In January, 1951, Joseph Aiuppa, owner of Taylor and Co., was called before the Kefauver Commission, which was investigating organized crime.  Aiuppa, who was the leader of the Chicago mob (Capo Ditutti Capi), from 1971 to 1986, was implicated in the 1975 killing of Sam Giancana, among 13 suspected mob hits.  The February 27, 1960 Chicago Tribune listed Clinnin in a long story about unsolved Chicago homicides.  On May, 13, 1962, the Suburbanite Economist, in a column titled, “Police seeking identity of skeleton found in sewer,” listed Walter as a possibility.

Another oddity about Clinnin is his year of birth.  On the 1900 Census, 1887 is listed.  On his WWI Draft Registration, he listed 1888.  On his WWII Draft Registration, he listed 1894.  On his records with Leavenworth Prison, the year is 1900.

The Clinnin family was one of the founders (1851) of the Village of Huntley, Illinois.  Family historian Ted Clinnin successfully lobbied for a Clinnin street in the town.  One of the annual highlights in Huntley is the Huntley Testicle Festival.  It is held the day before Thanksgiving at Parkside Pub, but usually spreads into the streets of downtown Huntley.

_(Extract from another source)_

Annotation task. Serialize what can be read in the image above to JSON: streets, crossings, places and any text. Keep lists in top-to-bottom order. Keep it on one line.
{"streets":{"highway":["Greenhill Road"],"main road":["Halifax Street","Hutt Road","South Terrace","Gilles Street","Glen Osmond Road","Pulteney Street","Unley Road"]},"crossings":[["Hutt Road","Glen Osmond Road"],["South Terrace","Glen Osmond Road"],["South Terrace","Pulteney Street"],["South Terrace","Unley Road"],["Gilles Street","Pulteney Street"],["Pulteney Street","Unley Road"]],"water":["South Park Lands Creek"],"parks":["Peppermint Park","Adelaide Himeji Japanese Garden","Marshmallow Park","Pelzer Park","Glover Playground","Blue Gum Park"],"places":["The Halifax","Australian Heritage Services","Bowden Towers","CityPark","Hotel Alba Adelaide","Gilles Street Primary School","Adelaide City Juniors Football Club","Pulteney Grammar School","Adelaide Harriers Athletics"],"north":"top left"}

Fagan, William Augustine b. 1/1876, NYC; d. 11/13/1914 (38), Schenectady, NY.  6’, 165

At ND, 1893-1897, B.S. Biology.  Father born in Ireland.  Allegedly a transfer from Union College, but according to Joe Lueck of Union College Archives, he was not a student there.  On January 28, 1898, William Fagan did attend a Phi Delta Theta dance. 

He did not go out for football until his senior year, in which he started the final four games of the 1896 season.  Ended up being an outstanding center, leading the team in fumbles recovered and consistently outplaying his opposing center.  Also pitched for the Notre Dame Baseball Team.  Received good reviews for his acting in campus plays. 

Fagan received several academic mentions at Commencement:  —1st Premium in Quantitative Analysis, Comparative Anatomy, Human Anatomy, Advanced Zoology and Advanced Histology; Premium in Comparative Embryology and Advanced Physiology; Mention in Logic and Public Hygiene.

The SCHOLASTIC had many items about him:  (4/17/1897) “Several of the students of Sorin Hall met in the reading-room on Saturday night last to organize an ‘Anti-Cigarette League.’ There were about fourteen students present … (elected) Secretary, William Fagan”. (10/9/1897): “There is a new sign-board swinging in the breezes that play about Schenectady, N.Y.  The legend on it runs: ‘H. J. Fagan & Son, Real Estate.’ The ‘son’ is Mr. William A. Fagan, ’97, better known at Notre Dame as ‘Bones.’”  (April, 1900): “William A. Fagan (’97 B. S. in Biology), the center rush on our famous ’96 Varsity team, spent a few days with friends at Notre Dame and South Bend.  Fagan was one of the ‘Immortals,’ of the ‘French Academy,’ a wonderful organization that existed in Sorin Hall in his days, and was usually one of the leaders in all the moves his class made.” 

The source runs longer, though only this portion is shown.